Narrow the data below down to the lines containing "positions".

(Collection entries)
* * * * * * * * *

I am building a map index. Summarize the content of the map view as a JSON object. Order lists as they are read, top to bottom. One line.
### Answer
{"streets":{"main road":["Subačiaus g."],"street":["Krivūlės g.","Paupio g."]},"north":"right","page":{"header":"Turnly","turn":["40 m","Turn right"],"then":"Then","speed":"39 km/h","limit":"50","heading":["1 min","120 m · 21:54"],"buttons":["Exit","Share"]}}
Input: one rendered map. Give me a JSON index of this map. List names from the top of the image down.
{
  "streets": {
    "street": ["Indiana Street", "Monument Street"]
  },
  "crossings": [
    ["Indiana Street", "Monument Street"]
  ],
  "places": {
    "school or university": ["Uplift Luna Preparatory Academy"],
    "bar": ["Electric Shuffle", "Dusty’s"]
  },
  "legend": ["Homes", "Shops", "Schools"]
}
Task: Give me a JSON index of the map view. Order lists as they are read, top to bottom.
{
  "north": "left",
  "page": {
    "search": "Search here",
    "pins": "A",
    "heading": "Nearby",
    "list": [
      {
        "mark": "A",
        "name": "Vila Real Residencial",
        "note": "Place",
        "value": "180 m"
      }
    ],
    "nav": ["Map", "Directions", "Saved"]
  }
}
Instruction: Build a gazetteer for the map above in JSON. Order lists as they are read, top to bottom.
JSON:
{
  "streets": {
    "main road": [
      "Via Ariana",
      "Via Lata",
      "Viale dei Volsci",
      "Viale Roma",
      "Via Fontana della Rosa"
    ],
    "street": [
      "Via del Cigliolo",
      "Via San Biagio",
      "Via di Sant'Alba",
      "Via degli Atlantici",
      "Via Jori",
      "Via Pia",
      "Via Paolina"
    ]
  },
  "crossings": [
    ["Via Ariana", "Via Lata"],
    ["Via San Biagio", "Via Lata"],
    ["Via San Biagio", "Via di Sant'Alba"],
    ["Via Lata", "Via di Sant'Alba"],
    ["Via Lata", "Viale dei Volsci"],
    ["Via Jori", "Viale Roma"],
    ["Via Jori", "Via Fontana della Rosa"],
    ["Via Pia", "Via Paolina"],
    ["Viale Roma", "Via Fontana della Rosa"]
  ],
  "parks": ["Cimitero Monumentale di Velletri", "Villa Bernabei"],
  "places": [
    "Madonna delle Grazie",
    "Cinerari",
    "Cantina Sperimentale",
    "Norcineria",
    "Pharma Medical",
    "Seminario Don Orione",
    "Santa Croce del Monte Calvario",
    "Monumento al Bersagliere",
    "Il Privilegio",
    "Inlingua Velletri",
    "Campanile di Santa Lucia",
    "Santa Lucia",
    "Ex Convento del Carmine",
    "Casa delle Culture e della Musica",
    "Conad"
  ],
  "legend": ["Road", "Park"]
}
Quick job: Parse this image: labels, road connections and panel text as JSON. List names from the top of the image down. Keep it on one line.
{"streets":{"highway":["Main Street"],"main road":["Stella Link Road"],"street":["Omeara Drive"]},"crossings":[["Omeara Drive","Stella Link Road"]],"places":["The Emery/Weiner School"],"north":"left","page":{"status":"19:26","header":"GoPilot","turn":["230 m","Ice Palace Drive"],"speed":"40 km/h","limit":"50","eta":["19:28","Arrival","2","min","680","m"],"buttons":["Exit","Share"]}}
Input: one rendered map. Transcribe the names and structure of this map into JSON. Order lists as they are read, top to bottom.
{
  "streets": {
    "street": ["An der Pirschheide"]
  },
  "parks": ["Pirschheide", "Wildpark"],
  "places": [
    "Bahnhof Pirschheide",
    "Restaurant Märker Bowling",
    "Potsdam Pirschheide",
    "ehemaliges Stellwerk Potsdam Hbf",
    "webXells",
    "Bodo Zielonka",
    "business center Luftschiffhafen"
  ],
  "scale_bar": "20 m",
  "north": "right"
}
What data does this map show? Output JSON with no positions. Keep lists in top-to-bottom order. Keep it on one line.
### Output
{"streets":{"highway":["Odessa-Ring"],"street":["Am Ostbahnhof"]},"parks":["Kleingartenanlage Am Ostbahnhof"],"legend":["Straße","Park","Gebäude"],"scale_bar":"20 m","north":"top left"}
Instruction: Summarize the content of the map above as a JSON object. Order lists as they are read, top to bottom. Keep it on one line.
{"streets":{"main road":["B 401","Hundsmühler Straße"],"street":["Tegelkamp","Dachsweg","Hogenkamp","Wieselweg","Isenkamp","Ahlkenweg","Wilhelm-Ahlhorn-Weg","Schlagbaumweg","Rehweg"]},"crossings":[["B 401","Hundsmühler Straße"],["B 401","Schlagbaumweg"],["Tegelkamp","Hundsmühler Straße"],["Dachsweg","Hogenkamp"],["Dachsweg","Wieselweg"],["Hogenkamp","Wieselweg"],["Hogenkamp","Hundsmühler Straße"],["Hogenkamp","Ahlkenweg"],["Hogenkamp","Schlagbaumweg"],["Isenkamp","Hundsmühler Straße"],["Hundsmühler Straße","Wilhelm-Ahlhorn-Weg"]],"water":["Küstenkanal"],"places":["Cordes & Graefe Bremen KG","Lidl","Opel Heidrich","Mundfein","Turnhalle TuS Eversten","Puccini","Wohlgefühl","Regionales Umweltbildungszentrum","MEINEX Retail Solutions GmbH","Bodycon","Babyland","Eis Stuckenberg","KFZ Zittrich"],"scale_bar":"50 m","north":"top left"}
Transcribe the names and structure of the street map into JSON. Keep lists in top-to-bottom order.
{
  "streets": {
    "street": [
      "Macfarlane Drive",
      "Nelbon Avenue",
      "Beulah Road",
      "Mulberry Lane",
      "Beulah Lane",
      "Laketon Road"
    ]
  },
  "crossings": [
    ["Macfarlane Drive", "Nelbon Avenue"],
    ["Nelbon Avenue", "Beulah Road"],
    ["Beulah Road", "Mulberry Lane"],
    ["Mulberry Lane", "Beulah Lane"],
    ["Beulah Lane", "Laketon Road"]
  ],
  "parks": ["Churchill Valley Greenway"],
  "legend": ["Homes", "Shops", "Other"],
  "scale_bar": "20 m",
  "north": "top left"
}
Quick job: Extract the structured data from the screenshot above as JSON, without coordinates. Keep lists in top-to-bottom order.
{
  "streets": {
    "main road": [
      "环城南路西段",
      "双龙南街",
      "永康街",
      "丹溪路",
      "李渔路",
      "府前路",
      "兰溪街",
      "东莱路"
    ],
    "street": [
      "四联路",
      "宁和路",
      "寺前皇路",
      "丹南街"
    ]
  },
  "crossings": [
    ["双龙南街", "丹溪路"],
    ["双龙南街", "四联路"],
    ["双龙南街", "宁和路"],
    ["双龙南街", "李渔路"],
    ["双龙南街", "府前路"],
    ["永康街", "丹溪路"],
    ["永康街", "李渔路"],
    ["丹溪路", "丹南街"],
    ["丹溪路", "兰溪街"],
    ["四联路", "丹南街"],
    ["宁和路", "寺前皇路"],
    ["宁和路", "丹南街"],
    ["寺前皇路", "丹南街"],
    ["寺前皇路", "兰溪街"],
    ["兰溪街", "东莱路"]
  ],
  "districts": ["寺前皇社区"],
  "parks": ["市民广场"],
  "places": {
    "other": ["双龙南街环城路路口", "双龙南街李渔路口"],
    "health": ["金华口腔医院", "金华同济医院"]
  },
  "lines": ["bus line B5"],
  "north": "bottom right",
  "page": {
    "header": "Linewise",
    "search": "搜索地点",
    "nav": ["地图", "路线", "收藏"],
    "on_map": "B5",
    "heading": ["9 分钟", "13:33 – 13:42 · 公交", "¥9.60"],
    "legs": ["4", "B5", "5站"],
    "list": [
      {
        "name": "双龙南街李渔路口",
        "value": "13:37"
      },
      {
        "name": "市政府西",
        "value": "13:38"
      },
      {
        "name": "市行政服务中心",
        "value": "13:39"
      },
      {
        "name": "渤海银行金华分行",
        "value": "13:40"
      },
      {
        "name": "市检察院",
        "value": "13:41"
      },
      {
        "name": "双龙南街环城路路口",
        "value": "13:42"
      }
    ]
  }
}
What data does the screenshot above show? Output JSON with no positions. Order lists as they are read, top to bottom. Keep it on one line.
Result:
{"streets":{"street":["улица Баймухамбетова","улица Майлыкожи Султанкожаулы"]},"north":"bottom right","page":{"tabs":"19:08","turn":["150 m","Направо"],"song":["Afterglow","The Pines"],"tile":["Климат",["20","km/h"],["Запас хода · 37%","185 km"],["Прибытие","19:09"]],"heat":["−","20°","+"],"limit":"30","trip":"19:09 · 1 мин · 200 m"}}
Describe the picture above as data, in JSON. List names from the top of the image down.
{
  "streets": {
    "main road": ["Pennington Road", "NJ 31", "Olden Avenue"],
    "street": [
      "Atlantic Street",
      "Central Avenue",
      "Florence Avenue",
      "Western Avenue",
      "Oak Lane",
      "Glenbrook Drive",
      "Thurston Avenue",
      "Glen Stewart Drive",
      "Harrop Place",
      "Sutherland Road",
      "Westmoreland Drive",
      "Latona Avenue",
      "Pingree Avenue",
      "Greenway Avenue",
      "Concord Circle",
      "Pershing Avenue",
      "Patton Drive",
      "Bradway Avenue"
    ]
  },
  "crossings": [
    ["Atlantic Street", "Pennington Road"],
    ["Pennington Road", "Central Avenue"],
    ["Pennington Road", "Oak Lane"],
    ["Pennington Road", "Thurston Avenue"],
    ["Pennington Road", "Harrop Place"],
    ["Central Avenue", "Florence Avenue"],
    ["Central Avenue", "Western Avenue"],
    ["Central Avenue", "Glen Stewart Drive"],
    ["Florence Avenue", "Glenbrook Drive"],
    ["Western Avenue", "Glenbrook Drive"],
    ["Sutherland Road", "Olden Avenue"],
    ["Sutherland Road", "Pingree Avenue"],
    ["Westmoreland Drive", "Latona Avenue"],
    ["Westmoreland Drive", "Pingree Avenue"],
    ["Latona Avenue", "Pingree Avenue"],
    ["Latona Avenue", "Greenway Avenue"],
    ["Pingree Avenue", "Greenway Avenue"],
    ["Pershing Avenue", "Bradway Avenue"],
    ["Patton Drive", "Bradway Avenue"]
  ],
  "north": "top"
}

* * * * * * * * *

> **RESULT FOR THIS EXERCISE**:
What data does this map show? Output JSON with no positions. Keep lists in top-to-bottom order. Keep it on one line.
What data does the screenshot above show? Output JSON with no positions. Order lists as they are read, top to bottom. Keep it on one line.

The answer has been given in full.